Deadline for manuscript submissions: closed (16 September 2022) | Viewed by 10416
Special Issue Editors
Interests: metallurgy; EBSD; TEM; crystallography; martensitic transformations; twinning; variants; group theory
Special Issues, Collections and Topics in MDPI journals
Interests: deformation and microstructures; advanced charaterization
Special Issues, Collections and Topics in MDPI journals
Special Issue Information
Dear Colleagues,
Solid–solid phase transformations generally imply a crystallographic orientation relationship (OR).
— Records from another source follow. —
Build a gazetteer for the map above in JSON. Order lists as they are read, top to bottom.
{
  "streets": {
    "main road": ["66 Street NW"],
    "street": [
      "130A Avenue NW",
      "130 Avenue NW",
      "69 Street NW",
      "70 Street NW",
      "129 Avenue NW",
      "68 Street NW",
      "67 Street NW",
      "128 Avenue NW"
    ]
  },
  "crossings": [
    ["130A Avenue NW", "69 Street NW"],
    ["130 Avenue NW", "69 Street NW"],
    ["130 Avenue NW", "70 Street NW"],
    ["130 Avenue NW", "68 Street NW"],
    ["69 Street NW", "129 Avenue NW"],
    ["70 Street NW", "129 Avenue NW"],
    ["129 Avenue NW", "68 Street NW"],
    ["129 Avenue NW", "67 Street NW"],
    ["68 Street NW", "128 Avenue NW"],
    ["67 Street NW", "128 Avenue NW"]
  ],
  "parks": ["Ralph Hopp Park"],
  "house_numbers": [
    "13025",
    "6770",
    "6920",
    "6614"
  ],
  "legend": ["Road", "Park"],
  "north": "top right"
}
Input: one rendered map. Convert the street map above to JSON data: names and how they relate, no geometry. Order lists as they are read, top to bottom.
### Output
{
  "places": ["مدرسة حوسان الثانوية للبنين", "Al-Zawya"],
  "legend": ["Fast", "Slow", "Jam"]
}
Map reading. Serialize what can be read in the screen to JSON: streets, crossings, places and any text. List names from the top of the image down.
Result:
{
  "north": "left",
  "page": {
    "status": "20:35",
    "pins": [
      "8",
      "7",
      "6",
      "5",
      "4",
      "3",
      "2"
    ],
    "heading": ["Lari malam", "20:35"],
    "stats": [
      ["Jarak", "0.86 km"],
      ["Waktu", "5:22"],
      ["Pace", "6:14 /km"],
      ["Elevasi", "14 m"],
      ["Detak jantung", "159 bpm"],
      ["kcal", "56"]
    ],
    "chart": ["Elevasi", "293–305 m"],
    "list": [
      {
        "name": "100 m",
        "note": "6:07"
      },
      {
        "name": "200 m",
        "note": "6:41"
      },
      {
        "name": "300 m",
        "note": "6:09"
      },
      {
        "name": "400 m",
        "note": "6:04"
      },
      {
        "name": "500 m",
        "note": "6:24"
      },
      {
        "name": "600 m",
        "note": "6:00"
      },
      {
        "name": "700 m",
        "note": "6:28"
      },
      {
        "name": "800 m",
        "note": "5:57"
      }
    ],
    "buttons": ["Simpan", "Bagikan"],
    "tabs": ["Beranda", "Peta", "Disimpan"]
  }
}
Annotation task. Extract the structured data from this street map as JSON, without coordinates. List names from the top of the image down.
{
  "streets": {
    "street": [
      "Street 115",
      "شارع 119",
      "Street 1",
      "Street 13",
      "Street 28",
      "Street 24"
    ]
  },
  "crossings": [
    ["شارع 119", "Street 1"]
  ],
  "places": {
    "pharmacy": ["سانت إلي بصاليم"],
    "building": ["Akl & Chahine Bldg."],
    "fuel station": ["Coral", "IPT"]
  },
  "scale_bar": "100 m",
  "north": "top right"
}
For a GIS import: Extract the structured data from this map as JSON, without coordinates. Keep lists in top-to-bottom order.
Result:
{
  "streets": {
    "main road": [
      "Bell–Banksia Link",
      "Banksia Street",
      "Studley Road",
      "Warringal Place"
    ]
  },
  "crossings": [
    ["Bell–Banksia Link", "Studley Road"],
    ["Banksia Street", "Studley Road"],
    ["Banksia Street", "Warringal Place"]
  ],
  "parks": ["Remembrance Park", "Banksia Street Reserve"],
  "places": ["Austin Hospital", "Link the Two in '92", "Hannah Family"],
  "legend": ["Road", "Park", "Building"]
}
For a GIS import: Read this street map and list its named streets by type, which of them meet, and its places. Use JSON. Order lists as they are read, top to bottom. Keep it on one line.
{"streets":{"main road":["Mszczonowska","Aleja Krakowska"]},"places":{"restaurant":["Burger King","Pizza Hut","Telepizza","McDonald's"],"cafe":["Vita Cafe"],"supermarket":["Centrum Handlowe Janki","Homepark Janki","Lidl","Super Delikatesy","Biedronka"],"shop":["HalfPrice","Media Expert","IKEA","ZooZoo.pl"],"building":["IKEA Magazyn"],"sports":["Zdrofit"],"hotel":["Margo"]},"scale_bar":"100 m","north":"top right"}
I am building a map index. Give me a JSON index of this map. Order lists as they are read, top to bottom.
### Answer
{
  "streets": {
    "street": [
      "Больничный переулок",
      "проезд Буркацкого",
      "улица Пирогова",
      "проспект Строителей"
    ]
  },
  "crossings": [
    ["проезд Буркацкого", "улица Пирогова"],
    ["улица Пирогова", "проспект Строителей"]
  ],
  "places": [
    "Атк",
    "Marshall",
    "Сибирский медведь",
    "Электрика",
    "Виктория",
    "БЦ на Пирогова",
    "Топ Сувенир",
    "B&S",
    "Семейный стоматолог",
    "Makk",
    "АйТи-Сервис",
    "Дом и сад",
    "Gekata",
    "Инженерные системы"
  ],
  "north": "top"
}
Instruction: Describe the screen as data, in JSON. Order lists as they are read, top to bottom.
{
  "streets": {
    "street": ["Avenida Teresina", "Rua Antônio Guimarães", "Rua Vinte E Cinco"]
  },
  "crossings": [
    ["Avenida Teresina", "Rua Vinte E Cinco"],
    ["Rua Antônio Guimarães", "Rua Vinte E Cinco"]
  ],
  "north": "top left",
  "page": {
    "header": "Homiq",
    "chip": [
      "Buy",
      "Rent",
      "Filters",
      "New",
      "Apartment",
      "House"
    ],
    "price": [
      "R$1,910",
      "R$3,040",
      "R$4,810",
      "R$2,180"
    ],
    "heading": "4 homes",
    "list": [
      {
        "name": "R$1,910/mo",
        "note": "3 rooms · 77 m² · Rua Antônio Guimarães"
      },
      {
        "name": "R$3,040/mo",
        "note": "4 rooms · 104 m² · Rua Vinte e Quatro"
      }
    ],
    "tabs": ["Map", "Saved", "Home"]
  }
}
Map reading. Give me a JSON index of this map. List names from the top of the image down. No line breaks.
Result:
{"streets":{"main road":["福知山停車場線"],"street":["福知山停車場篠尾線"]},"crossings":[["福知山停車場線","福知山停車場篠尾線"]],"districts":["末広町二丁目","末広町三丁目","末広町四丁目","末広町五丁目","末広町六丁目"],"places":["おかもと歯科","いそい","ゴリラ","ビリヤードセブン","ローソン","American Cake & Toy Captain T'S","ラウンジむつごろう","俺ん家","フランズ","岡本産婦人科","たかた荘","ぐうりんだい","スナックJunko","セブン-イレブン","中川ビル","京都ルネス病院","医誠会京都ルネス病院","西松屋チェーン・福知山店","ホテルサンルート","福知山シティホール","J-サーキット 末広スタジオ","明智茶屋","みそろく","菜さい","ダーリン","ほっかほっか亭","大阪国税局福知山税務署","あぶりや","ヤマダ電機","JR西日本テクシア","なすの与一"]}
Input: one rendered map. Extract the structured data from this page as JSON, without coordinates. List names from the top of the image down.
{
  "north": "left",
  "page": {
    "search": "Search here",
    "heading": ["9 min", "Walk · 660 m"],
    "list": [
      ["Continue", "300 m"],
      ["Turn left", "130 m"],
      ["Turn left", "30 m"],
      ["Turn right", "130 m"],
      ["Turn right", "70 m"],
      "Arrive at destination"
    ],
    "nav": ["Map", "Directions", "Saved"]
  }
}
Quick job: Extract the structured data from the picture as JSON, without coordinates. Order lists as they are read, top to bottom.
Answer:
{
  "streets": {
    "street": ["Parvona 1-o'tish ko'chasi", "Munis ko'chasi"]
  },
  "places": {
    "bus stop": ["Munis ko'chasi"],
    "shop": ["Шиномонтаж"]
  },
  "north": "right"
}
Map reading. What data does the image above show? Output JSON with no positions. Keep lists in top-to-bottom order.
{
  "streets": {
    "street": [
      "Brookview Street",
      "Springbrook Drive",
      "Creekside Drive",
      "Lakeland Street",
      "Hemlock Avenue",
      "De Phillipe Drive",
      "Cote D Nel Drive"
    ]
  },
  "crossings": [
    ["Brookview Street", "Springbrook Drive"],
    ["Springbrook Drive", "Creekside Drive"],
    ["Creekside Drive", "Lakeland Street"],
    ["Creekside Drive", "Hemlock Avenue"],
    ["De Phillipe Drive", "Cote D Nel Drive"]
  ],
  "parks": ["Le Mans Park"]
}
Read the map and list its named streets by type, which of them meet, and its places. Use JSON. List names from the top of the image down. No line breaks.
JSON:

The precipitates at the nucleation stage are often in OR with the surrounding matrix, martensite products are in OR with their parent austenite, and annealing twins and deformation twins are two crystals of the same species linked by an OR. The symmetries of the phases combined with the OR generate complex microstructures made of variants or twins that can be described mathematically with group theory, linear algebra, coset and multiple cosets, graphs, groupoids, high-dimension spaces, etc. Many efforts have been devoted over the last century to establishing bridges between this “descriptive” crystallography and the “predictive” thermodynamics, but full unification remains to be achieved. For the moment, the models are not well balanced. On the crystallographic side, the phenomenological of theory of martensitic crystallography (PTMC), the edge-to-edge matching model, the disconnection “topological” model, etc. are well developed, but they are often limited to using the generalized Clausius–Clapeyron formula to make the link with thermodynamics. On the thermodynamic side, one can find the famous Landau and Ginzburg–Landau theories, but crystallographic complexity is often reduced to the symmetries of the polynomial form of the free energy introduced with group representation theory. It is not easy to find a way to marry all the different approaches, even if phase field has made great progress over the last several decades.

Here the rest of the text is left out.